Desinteresada por la verdad, la derecha política cae también en el rechazo explícito a analizar rigurosamente la realidad cuando ésta no le favorece, lo cual le acaba llevando a la ocultación de hechos –limpieza lingüística en Cataluña, auge del islamismo–, la magnificación arbitraria de otros de menor importancia nacional –escuchas ilegales al partido– o la minusvaloración de asuntos de enorme trascendencia histórica pero de escaso interés electoral a corto plazo –eutanasia, aborto, laicismo–, a los que se califica de "cortina de humo" para no afrontar su naturaleza y sus consecuencias reales.
El desinterés y la interpretación de los hechos en términos instrumentales conlleva una cuarta característica: la adopción de comportamientos sectarios, el rechazo a todos aquellos que no compartan los fines o los medios empleados por la maquinaria del partido en su búsqueda del poder. De ahí la expulsión simbólica de determinados valores ("Si alguien se quiere ir al partido liberal o conservador, que se vaya"), el acoso o marginación de determinadas personalidades –María San Gil– y la suspicacia ante periodistas o intelectuales inequívocamente liberales pero no comprometidos con el éxito electoral del partido.
La quinta característica hace referencia al discurso demagógico, a la utilización de las emociones y los sentimientos como ejes del discurso político. La política se reduce entonces a provocar impactos emocionales mediante discursos, fotografías, vídeos. El proyecto político se supedita a o se configura en función de "lo que interesa a la gente", la economía no son sino apelaciones al "bolsillo" de los ciudadanos; la razón, en definitiva, es sustituida por el sentimiento y la apelación a los bajos instintos de los electores, convertidos en mera masa electoral manipulable.

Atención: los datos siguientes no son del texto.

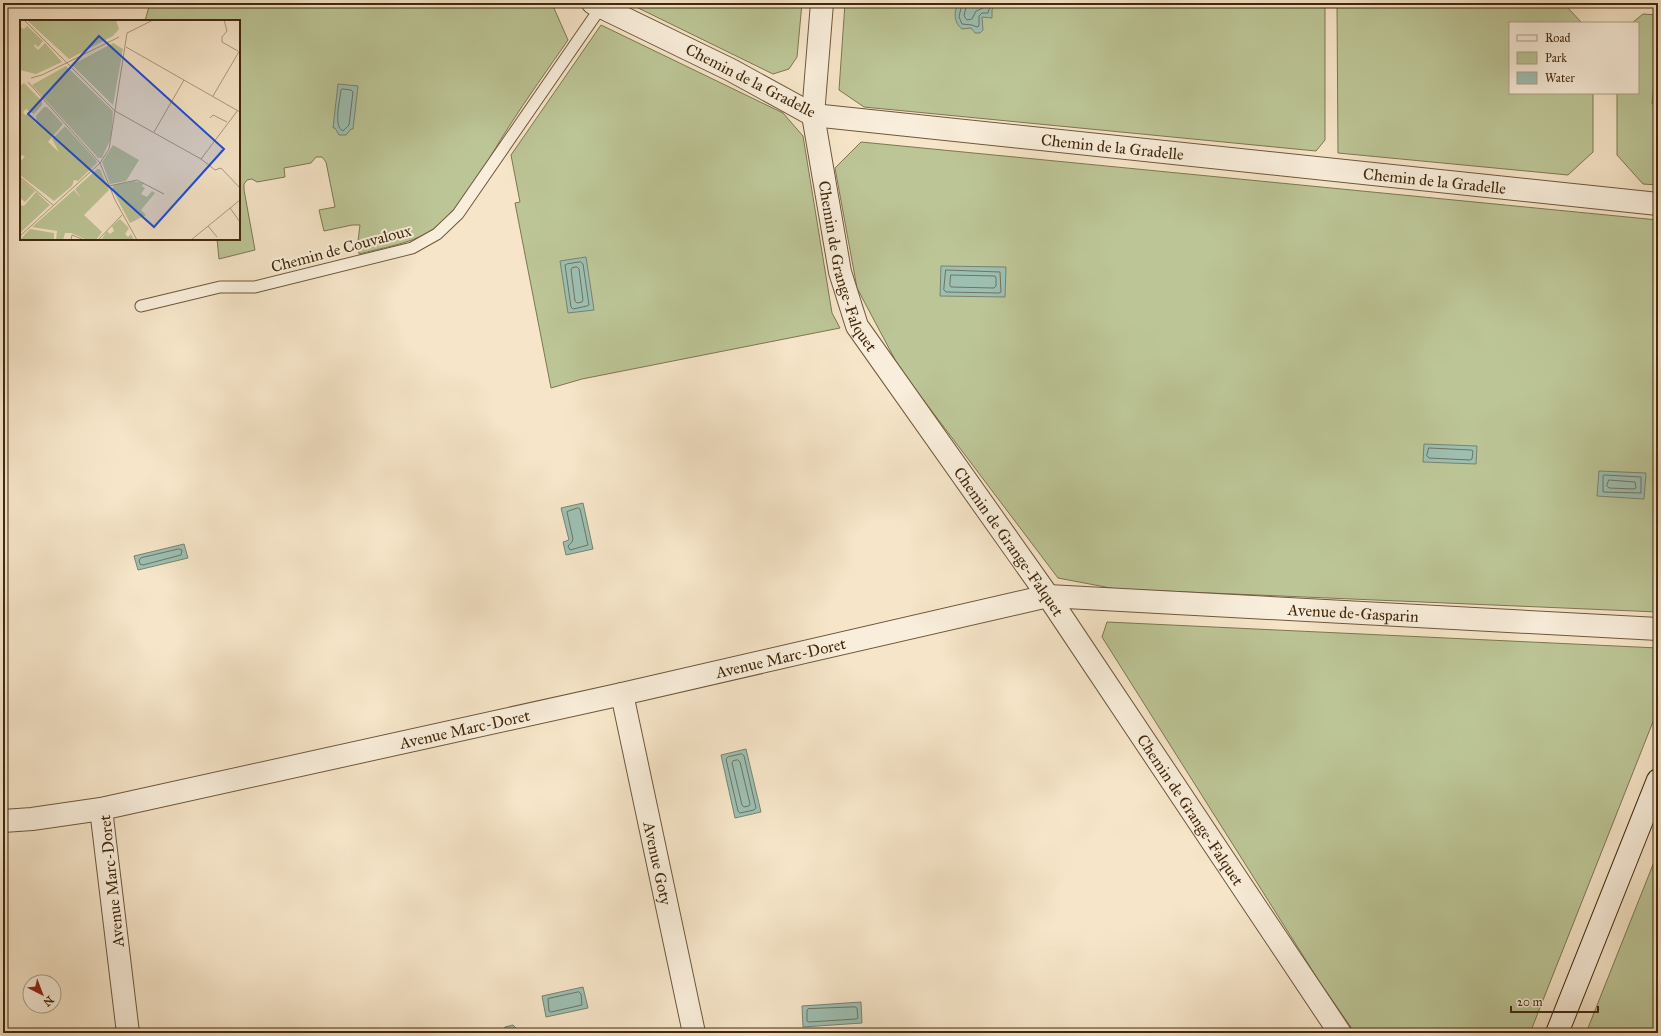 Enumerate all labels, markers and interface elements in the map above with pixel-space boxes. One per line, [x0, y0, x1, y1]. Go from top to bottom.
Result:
inset map [20, 20, 240, 240]
legend [1509, 22, 1639, 94]
text: Road [1545, 31, 1571, 45]
street label: Chemin de la Gradelle [683, 39, 819, 122]
text: Park [1545, 51, 1567, 65]
text: Water [1545, 71, 1575, 85]
street label: Chemin de la Gradelle [1040, 130, 1185, 164]
street label: Chemin de la Gradelle [1362, 164, 1507, 198]
street label: Chemin de Grange-Falquet [814, 179, 881, 356]
street label: Chemin de Couvaloux [269, 221, 413, 276]
street label: Chemin de Grange-Falquet [950, 463, 1068, 620]
street label: Avenue de-Gasparin [1286, 600, 1419, 626]
street label: Avenue Marc-Doret [713, 634, 848, 682]
street label: Avenue Marc-Doret [397, 706, 532, 753]
street label: Chemin de Grange-Falquet [1133, 731, 1248, 890]
street label: Avenue Marc-Doret [95, 814, 128, 949]
street label: Avenue Goty [639, 819, 676, 907]
north arrow [22, 974, 62, 1014]
scale bar [1511, 988, 1598, 1014]
text: N [40, 993, 56, 1009]
text: 20 m [1517, 995, 1543, 1009] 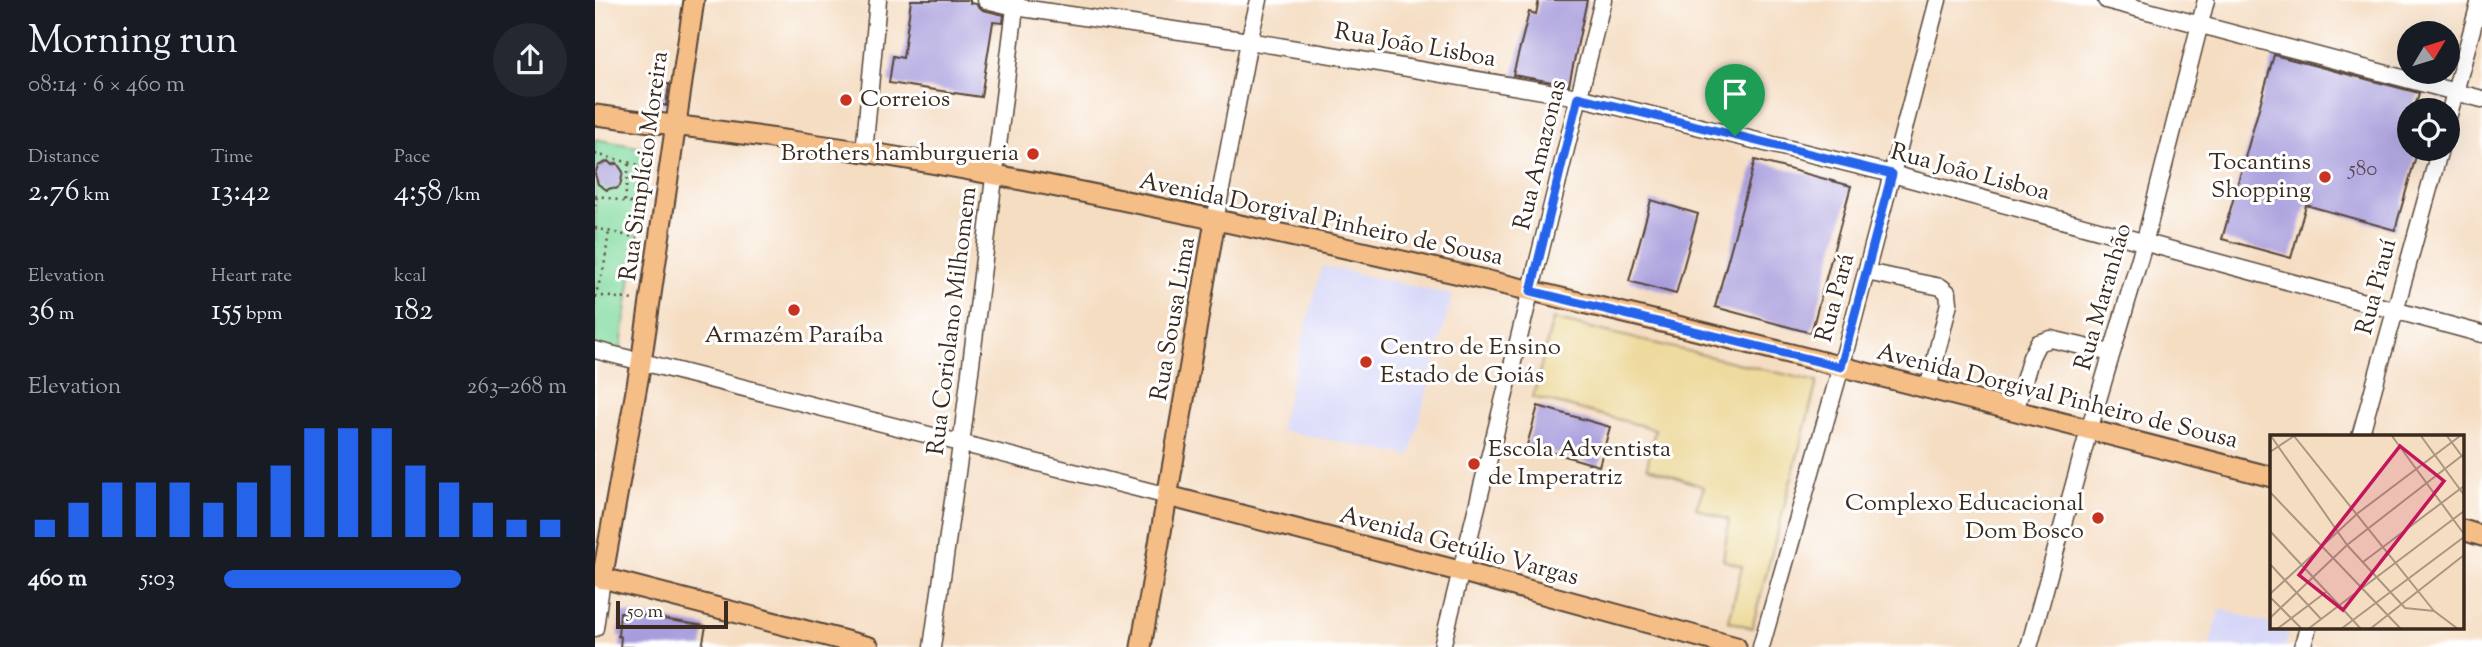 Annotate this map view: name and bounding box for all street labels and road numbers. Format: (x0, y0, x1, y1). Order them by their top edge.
street label: Rua João Lisboa (1332, 15, 1498, 77)
street label: Rua Simplício Moreira (612, 49, 678, 283)
street label: Rua Amazonas (1506, 76, 1576, 234)
street label: Rua João Lisboa (1887, 135, 2053, 211)
street label: Avenida Dorgival Pinheiro de Sousa (1136, 165, 1506, 275)
street label: Rua Coriolano Milhomem (920, 185, 986, 457)
street label: Rua Maranhão (2067, 219, 2141, 375)
street label: Rua Sousa Lima (1143, 235, 1205, 403)
street label: Rua Piauí (2348, 235, 2406, 339)
street label: Rua Pará (1808, 250, 1864, 346)
street label: Avenida Dorgival Pinheiro de Sousa (1873, 336, 2241, 458)
street label: Avenida Getúlio Vargas (1336, 499, 1582, 595)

En descargo del gran partido de la derecha española, valgan tres apuntes más: 1) los culpables no son sólo los actuales dirigentes ni el propio PP, inmersos como están en una situación que les trasciende y afecta a todas nuestras sociedades; 2) esta crisis va más allá de los límites de la derecha política y afecta sobre todo a la izquierda española (los rasgos anteriores valen también, antes y sobre todo, para lo que confusamente llamamos progresismo); 3) es una crisis que, en cuanto general, afecta también a la derecha mediática y cultural, salvo escasas excepciones inmersa también en un proceso semejante: en la derecha española, no es sólo el PP el que ejerce el escepticismo intelectual y el relativismo moral y no libra la batalla de las ideas.

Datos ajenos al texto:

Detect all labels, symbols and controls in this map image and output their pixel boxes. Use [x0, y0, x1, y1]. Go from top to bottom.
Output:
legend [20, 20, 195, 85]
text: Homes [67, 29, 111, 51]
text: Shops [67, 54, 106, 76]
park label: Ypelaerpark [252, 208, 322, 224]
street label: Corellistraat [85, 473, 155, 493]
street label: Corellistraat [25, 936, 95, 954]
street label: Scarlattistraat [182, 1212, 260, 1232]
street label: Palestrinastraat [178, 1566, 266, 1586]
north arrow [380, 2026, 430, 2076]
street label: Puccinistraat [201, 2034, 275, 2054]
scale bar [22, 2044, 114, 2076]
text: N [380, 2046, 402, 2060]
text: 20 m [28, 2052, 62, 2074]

¿Qué 'batalla de las ideas'?
En el debate cultural en los medios, diré –tomando el concepto de la estrategia militar clausewitziana– que es más fácil destruir que mantenerse o defender. En asuntos relacionados con los ataques a la vida –aborto, eutanasia–, la destrucción de la tradición nacional –laicismo, memoria histórica– o del entramado institucional de 1978 –estatutos de autonomía, independencia judicial–, el impulso de la izquierda es pocas veces contrarrestado por la derecha mediática, que ha renunciado a ofrecer un proyecto alternativo al progresista. Salvo escasas excepciones –La Ilustración Liberal es una de ellas–, la derecha se encuentra hoy a la defensiva.
Desde luego, ese "a la defensiva" es intelectual y no moral, afecta a la razón y no a la voluntad: desde diversas trincheras mediáticas, la voluntad de lucha de periodistas o intelectuales no es menor que la exhibida por los izquierdistas. Pero, más allá de las indudables ganas por mostrar la superioridad del liberalismo sobre la socialdemocracia o el socialismo, las grandes cuestiones quedan sin resolver: a día de hoy, no existe un modelo social para la derecha liberal-conservadora que se oponga al izquierdista. La crisis económica ha mostrado que, más allá de la economía –y a veces tampoco en este punto–, en cuestiones morales, cívicas o nacionales la derecha sigue sin constituir una alternativa al progresismo relativista, que sigue imponiendo su agenda política. Las más de las veces, la derecha mediática se conforma con copiar actitudes y comportamientos progresistas –demagogia, sentimentalización de la política, omisión u ocultación de hechos incómodos–, o bien con refugiarse en conceptos indiscutiblemente válidos pero que encierran una gran ambigüedad, como los de dignidad de la persona y libertad individual.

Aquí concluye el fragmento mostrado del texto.